The case, Hancock v Promontoria (Chestnut) Limited, arose because Mr Hancock owed an unsecured debt of £4.09m to Promontoria. The debt originated from a loan made by Clydesdale Bank PLC to Mr Hancock under a series of facility letters. Promontoria served a Statutory Demand on Mr Hancock for this amount.

Promontoria claimed to have acquired title to the debt by virtue of a Deed of Assignment and was the registered assignee of 21 legal charges over residential properties in Liverpool, which had acted as security for the original loan. Mr Hancock sought to set aside the Statutory Demand. Promontoria provided a heavily redacted version of the Deed of Assignment in the statutory demand proceedings. His original application was dismissed but he sought to appeal.

Mr Hancock’s grounds of appeal were:

  • The redacted Deed of Assignment was not sufficient to prove Promontoria’s title to the debts
  • Promontoria had not successfully offered evidence to produce the chain of title
  • There was a triable issue in respect of Promontoria’s title to the debt
  • There was a genuine dispute as to the alleged debt within the meaning of Rule 6.5(4)(b) of the Insolvency Rules 1986.

Judgment

On appeal, the judge found that the Deed of Assignment was sufficient to show title to the debts had been assigned from Clydesdale Bank to Promontoria. He was satisfied that the redactions had not caused any injustice to Mr Hancock and his attempts to throw doubt on Promontoria’s title to demand payment were unfounded. The judge concluded that although the redactions were extensive, they were not sufficient for Mr Hancock to challenge the validity of the Statutory Demand.

The judge distinguished between a party giving disclosure, and the process by which the court must construe the legal effect of a document. The court held that, in normal circumstances, the document should be submitted as a whole and that it is not for the parties’ solicitors to make pre-emptive judgements about the relevance of material.

In circumstances where third party transactions are referred to, some redaction may be permitted; however, a clear explanation must be provided as to the nature and extent of the omissions and the reason for redaction. Confidentiality alone will not be sufficient to justify redacting an otherwise relevant provision; there are options to deal with reviewing these provisions, such as confidentiality rings or the judge alone being presented with the document in unredacted form.

On an application to set aside a Statutory Demand, the burden lies on the applicant to establish the existence of a ‘substantial dispute’, which Mr Hancock had failed to do. This differs from Part 7 court proceedings, where it is for the creditor to prove its title to sue.

The final determination was that, regardless of the Deed of Assignment, Promontoria had good title to sue Mr Hancock for the debt. This was due to the fact Promontoria had been duly registered at HM Land Registry as proprietor of the legal charges granted as security.

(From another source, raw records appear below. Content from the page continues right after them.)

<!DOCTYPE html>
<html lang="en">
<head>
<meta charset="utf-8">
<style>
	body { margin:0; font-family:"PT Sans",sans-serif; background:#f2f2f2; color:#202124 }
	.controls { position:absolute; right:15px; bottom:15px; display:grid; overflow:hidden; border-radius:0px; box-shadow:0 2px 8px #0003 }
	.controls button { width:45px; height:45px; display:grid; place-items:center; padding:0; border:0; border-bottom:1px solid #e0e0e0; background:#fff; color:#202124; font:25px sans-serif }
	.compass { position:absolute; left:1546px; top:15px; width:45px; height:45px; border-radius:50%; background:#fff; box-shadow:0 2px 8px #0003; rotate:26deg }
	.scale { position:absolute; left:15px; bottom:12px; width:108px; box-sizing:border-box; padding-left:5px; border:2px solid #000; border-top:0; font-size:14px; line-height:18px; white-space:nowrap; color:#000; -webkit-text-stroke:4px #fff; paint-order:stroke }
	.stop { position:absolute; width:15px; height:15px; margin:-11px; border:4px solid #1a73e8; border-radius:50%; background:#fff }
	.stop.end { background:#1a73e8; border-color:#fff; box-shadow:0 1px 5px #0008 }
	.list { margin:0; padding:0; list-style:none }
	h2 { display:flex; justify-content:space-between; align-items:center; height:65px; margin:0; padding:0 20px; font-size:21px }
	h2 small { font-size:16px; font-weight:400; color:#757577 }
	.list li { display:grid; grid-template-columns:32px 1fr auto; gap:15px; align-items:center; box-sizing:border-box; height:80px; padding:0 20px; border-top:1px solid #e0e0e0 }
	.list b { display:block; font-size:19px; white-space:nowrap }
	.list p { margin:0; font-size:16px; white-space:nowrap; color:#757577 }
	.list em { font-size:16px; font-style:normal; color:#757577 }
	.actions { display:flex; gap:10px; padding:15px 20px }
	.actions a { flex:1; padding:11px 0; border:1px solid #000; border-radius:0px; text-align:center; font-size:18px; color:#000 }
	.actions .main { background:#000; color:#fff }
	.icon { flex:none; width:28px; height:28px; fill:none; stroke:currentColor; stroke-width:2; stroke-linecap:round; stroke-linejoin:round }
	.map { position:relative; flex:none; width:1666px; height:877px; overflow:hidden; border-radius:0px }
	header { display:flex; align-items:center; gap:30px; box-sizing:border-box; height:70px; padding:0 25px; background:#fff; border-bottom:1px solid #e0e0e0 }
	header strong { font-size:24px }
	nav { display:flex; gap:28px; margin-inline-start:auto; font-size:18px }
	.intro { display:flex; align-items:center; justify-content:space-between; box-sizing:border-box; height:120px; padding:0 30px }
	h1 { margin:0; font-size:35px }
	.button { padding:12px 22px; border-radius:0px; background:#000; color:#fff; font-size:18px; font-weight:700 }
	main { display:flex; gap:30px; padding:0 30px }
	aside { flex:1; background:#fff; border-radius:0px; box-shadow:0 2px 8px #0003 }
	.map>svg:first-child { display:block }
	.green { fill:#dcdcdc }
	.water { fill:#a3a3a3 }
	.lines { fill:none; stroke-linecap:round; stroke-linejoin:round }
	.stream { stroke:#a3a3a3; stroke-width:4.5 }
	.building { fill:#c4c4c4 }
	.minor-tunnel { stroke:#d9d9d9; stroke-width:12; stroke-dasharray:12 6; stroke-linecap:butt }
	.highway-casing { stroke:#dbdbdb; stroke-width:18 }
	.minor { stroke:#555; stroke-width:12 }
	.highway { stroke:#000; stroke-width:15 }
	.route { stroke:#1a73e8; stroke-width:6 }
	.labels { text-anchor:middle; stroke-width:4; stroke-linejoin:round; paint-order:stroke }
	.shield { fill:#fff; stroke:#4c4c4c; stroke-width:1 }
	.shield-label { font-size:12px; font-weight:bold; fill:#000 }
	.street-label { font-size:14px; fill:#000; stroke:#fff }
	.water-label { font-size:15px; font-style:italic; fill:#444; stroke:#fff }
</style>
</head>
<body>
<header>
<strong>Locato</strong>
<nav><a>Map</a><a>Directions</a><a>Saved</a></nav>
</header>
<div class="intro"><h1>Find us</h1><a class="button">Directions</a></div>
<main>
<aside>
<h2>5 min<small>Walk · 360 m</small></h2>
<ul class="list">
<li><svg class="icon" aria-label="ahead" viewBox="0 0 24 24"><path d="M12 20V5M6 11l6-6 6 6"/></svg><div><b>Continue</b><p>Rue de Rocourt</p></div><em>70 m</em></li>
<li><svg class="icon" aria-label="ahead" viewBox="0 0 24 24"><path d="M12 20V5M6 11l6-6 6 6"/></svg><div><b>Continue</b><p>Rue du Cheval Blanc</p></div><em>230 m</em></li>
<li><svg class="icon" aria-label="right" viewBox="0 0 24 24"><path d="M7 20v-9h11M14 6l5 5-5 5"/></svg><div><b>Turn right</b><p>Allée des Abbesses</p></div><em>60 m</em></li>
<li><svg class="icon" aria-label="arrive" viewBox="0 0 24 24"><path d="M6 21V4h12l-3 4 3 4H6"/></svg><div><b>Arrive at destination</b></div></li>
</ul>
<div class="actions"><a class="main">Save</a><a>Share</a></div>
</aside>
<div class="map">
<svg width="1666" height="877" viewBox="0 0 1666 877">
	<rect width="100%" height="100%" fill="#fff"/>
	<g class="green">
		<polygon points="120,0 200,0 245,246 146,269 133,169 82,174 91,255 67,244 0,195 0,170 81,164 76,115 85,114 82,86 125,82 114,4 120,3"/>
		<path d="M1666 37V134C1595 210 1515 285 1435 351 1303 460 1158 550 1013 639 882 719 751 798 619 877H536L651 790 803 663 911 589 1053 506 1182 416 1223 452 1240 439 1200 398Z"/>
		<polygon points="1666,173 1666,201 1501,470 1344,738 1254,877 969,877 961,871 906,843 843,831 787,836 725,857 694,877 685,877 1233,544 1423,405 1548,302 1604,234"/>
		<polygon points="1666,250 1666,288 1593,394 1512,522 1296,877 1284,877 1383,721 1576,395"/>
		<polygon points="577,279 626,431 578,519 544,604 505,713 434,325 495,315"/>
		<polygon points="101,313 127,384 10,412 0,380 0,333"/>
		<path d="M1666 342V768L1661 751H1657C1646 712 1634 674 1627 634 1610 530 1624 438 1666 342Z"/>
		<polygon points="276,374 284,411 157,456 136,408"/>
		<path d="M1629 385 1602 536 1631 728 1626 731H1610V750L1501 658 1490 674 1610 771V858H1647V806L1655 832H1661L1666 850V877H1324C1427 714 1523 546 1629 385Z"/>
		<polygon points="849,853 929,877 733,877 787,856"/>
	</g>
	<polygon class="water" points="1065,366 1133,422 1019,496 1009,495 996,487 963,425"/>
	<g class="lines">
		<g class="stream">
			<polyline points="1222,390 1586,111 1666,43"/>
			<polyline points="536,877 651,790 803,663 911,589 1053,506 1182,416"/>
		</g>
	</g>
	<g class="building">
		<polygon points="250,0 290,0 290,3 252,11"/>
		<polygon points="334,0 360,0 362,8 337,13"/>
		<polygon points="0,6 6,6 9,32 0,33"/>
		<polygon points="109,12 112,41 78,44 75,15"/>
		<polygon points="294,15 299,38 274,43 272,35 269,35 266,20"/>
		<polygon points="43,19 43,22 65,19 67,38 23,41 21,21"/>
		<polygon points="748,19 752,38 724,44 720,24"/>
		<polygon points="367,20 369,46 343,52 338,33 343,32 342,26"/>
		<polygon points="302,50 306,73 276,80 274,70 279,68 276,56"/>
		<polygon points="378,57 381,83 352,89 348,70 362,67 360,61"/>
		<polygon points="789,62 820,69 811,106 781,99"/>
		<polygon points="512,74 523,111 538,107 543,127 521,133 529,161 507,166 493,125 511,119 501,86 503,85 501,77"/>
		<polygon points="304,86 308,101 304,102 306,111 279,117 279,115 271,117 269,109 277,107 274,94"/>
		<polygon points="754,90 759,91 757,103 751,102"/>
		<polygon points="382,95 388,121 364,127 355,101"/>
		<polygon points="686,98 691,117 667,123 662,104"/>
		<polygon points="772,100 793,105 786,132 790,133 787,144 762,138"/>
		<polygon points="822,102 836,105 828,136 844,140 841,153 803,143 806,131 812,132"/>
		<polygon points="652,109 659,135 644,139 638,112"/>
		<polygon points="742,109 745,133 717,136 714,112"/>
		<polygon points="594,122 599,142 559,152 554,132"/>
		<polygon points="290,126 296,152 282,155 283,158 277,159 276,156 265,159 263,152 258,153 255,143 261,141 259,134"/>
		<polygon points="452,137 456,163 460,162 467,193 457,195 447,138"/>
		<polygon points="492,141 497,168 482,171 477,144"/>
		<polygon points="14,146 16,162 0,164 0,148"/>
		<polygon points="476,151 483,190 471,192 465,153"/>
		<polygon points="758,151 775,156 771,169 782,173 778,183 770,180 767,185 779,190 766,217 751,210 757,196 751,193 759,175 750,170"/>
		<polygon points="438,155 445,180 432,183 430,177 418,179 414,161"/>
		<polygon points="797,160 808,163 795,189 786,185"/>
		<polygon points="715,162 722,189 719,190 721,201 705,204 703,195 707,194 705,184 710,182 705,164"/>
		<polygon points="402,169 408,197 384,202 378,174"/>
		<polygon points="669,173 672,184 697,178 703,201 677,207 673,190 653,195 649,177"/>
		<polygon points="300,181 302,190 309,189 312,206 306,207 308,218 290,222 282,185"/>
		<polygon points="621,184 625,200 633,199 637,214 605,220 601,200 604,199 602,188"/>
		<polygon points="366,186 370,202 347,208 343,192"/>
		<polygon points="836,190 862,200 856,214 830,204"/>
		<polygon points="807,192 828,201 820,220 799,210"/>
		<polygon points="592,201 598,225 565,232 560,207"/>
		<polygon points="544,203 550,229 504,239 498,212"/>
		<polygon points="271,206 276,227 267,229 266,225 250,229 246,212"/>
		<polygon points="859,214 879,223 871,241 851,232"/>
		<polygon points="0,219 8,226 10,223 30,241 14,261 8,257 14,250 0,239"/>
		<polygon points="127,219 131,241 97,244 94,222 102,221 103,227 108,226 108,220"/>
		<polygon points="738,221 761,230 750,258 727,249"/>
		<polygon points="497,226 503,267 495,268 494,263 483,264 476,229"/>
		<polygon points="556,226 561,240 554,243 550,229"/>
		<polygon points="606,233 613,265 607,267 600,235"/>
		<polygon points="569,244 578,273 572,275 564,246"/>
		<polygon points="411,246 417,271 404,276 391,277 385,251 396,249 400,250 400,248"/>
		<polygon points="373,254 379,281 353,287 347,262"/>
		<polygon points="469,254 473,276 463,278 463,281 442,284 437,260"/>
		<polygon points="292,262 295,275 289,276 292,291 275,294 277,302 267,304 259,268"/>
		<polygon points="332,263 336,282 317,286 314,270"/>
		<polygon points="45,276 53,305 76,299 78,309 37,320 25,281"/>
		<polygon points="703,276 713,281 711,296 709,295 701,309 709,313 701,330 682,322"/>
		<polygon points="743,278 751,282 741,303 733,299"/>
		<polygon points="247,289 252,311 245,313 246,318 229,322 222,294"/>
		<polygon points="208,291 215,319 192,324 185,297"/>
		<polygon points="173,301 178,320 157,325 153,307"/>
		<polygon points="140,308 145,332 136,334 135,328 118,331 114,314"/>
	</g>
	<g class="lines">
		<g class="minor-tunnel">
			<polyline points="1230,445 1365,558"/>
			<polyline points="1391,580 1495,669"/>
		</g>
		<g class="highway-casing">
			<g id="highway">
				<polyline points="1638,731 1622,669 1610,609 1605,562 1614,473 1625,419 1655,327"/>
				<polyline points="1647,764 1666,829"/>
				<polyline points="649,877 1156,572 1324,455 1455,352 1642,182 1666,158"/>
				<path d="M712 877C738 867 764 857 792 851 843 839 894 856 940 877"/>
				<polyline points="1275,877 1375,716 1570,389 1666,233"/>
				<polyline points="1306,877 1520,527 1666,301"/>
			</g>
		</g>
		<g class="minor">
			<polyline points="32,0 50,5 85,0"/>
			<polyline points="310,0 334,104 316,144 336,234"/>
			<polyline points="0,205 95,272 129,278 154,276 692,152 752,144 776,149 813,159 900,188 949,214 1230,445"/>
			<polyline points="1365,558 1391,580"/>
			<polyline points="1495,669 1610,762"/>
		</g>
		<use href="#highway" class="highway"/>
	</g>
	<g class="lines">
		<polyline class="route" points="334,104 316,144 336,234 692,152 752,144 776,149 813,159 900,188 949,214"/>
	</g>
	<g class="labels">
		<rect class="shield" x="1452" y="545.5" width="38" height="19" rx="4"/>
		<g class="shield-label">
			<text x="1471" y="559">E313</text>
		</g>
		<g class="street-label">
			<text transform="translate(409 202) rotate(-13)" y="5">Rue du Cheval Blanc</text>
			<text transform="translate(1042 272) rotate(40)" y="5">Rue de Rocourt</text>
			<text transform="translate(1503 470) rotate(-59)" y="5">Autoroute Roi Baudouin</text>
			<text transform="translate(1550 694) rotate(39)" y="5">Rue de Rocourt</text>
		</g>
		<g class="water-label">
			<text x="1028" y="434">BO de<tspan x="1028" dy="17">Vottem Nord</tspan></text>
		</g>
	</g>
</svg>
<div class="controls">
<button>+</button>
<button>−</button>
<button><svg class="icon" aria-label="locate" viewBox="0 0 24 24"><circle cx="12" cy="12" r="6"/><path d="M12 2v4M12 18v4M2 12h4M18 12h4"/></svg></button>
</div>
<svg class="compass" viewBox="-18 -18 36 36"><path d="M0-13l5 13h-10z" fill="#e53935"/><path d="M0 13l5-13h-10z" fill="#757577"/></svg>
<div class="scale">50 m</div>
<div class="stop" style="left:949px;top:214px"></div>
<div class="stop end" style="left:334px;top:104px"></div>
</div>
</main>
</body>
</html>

These charges contained covenants to repay the sums owed under the facility letters and in the absence of any contrary stipulation, the benefit of these transferred together with the charges.

What are the practical implications of this case?

The court’s critique of the issue of redaction gives lenders in similar situations very clear guidance that will inform their drafting in Part 7 Claim proceedings. In particular, lenders should only redact documents if they contain third party transaction information and should support any redactions with additional reasons for non-disclosure. Confidentiality or irrelevance are not, on their own, sufficient grounds for redaction.

This case should serve as a deterrent to debtors looking to bring spurious claims that seek to unravel commercially sensitive transaction documents.  It is recommended that this same guidance is followed for mortgage possession proceedings in order to avoid any criticism or challenge.